Por Emma Lu
Mi madre tenía un viejo escritorio con un cajón que siempre mantenía cerrado. Ninguno de nosotros, sus seis hijos, sabíamos lo que había dentro del cajón, ya que mi madre nunca compartía su contenido con nosotros.
Dos meses después de su muerte, mi hermana abrió el cajón. No había nada de valor en su interior, salvo un pequeño cuaderno en el que estaban indicados todos nuestros cumpleaños, hasta la hora y el minuto.
Mi madre siempre decía que la riqueza más increíble de su vida eran sus hijos. Dedicó gran parte de su vida a enseñarnos a compartir, a ser responsables y a ser siempre optimistas. Cuando éramos pequeños, mi madre de vez en cuando nos compraba a todos helados de palito y decía:
«Dejen que mamá tome un bocado».
Deseaba que mi madre sólo tomara un pequeño bocado o ninguno. Sin embargo, ella siempre probaba un gran bocado de mi paleta. Con el tiempo me acostumbré a ello, y siempre que tenía algo bueno que comer, dejaba que mi madre lo probara.
Si mi madre no estaba en casa y estaba a punto de comer algo bueno, le preguntaba a uno de mis hermanos: «¿Dónde está mamá?», como si algo no supiera tan bien si no lo compartiera con ella.
Cuando mamá estuvo enferma en el hospital, me pidió zumo de habas y caquis. Al final encontré el zumo de judías, pero los caquis eran otra cosa, porque no era la temporada.
Ese mismo día, tuve que entregar un paquete en casa del alcalde. Cuando entregué la caja y me disponía a marcharme, su mujer volvió del mercado con una cesta de caquis frescos. Me alegré mucho cuando me ofreció seis de ellos.
Corrí directamente al hospital con los caquis frescos. Mi madre se comió dos de ellos y me dijo que «¡sabían perfectos!». Lamentablemente, falleció apenas tres días después.
Todos en la familia saben cómo compartir
Además de nosotros seis, mi madre crió a tres nietos, y todos sabíamos compartir. Así que compartir era una tradición familiar. Lo compartí con mi hijo cuando era apenas un bebé, y ahora piensa constantemente en mí cada vez que va a comer algo especial.

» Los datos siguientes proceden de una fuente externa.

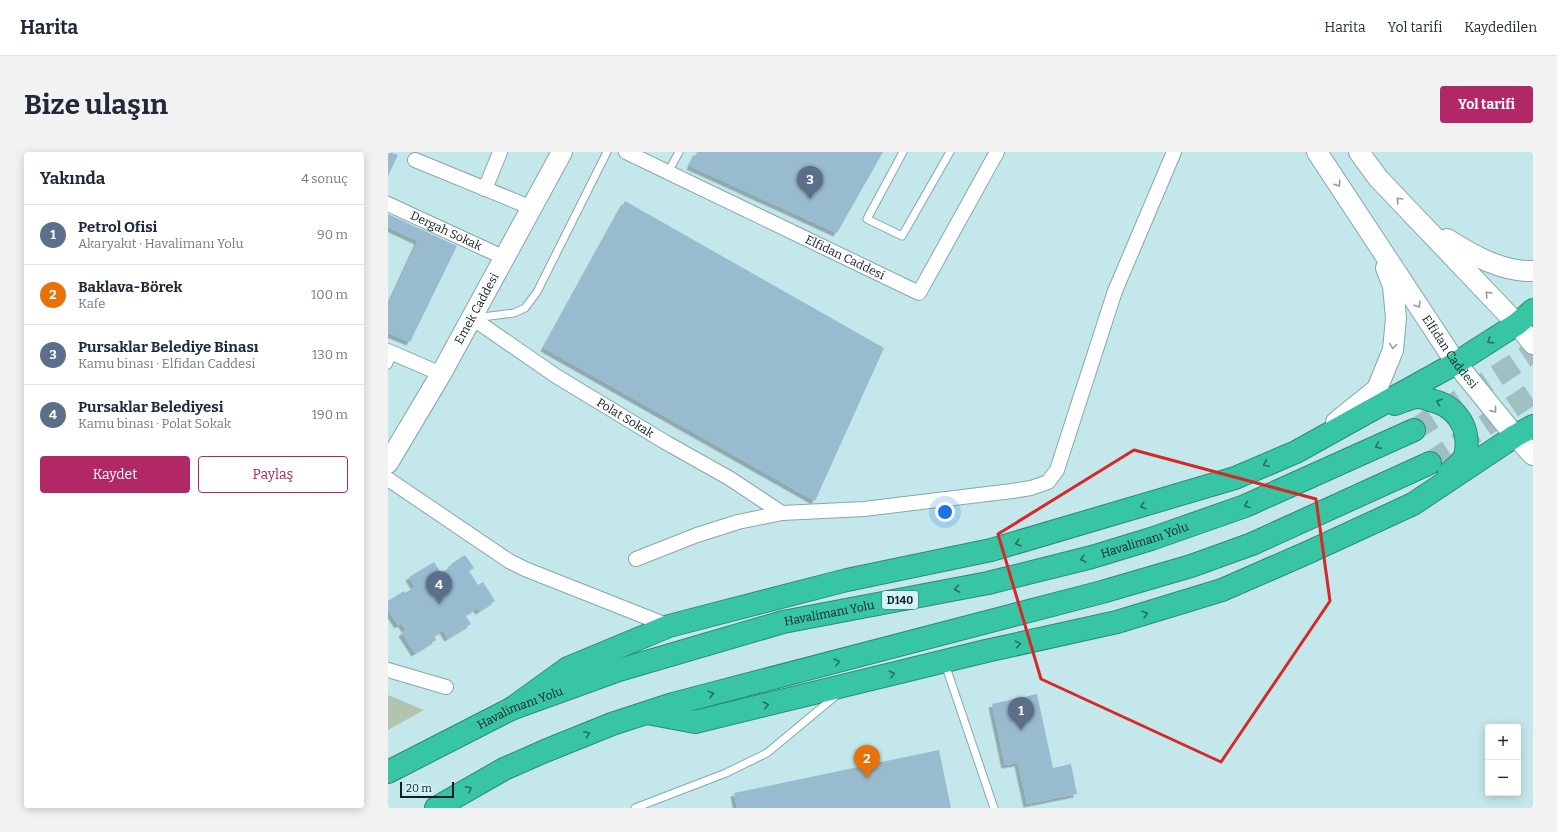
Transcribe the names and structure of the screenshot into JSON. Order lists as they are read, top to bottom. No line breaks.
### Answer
{"streets":{"highway":["Havalimanı Yolu","D140"],"street":["Dergah Sokak","Elfidan Caddesi","Emek Caddesi","Polat Sokak"]},"crossings":[["Dergah Sokak","Emek Caddesi"],["Emek Caddesi","Polat Sokak"]],"one_way":["Elfidan Caddesi"],"scale_bar":"20 m","page":{"header":"Harita","nav":["Harita","Yol tarifi","Kaydedilen"],"buttons":["Yol tarifi",["Kaydet","Paylaş"]],"title":"Bize ulaşın","heading":["Yakında","4 sonuç"],"pins":["3","4","1","2"],"list":[{"mark":"1","name":"Petrol Ofisi","note":"Akaryakıt · Havalimanı Yolu","value":"90 m"},{"mark":"2","name":"Baklava-Börek","note":"Kafe","value":"100 m"},{"mark":"3","name":"Pursaklar Belediye Binası","note":"Kamu binası · Elfidan Caddesi","value":"130 m"},{"mark":"4","name":"Pursaklar Belediyesi","note":"Kamu binası · Polat Sokak","value":"190 m"}],"map_buttons":["+","−"],"scale":"20 m"}}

Una vez, cuando la clase de jardín de infancia de mi hijo tuvo una fiesta, la profesora dio a cada uno de los niños dos trozos de chocolate. Después de que mi hijo recibiera sus trozos de chocolate, fue al fondo del aula a buscarme y me dijo:
«Hola mamá, por favor toma uno de mis chocolates». Abrí la boca y ¡lo metió de golpe! Cuando le dije que sabía muy bien, corrió a su asiento con una gran sonrisa.
Otro padre sentado a mi lado me dijo: «¡Tu hijo es tan cariñoso! Mira a mi hijo. Se ha comido sus dos trozos de chocolate sin ni siquiera mirarme». Sonreí y dije: «Compartir es un hábito que se puede cultivar desde muy pequeño».
Cuando mi hijo tenía 11 años, me llamó al trabajo y me dijo: «Mamá, ¿puedes volver hoy temprano? Hay algo bueno en casa». Por supuesto, le dije que sí, pero acabé trabajando hasta tarde. Cuando llegué a casa, ya eran las 9 de la noche y mi hijo estaba dormido en la cama.
Cuando entré en la cocina, mi madre dijo: «Has hecho un buen trabajo criando a tu hijo. Tu padre y él han hecho gambas fritas con pepino. Se comió los trozos pequeños y guardó todos los grandes». Ese día comí las gambas más deliciosas del mundo.
Hoy, mi hijo ha crecido y tiene su propio hijo. Así que cada vez que digo: «¡Dale eso a la abuela!», mi pequeño nieto pone inmediatamente lo que tiene en mi mano.
Mi madre dejó este mundo rodeada de su familia. Y aunque no nos dio ni un céntimo, nos dejó algo mucho más valioso. Nos enseñó a comportarnos adecuadamente, a sobrevivir y a darnos cuenta de que la felicidad viene de compartir.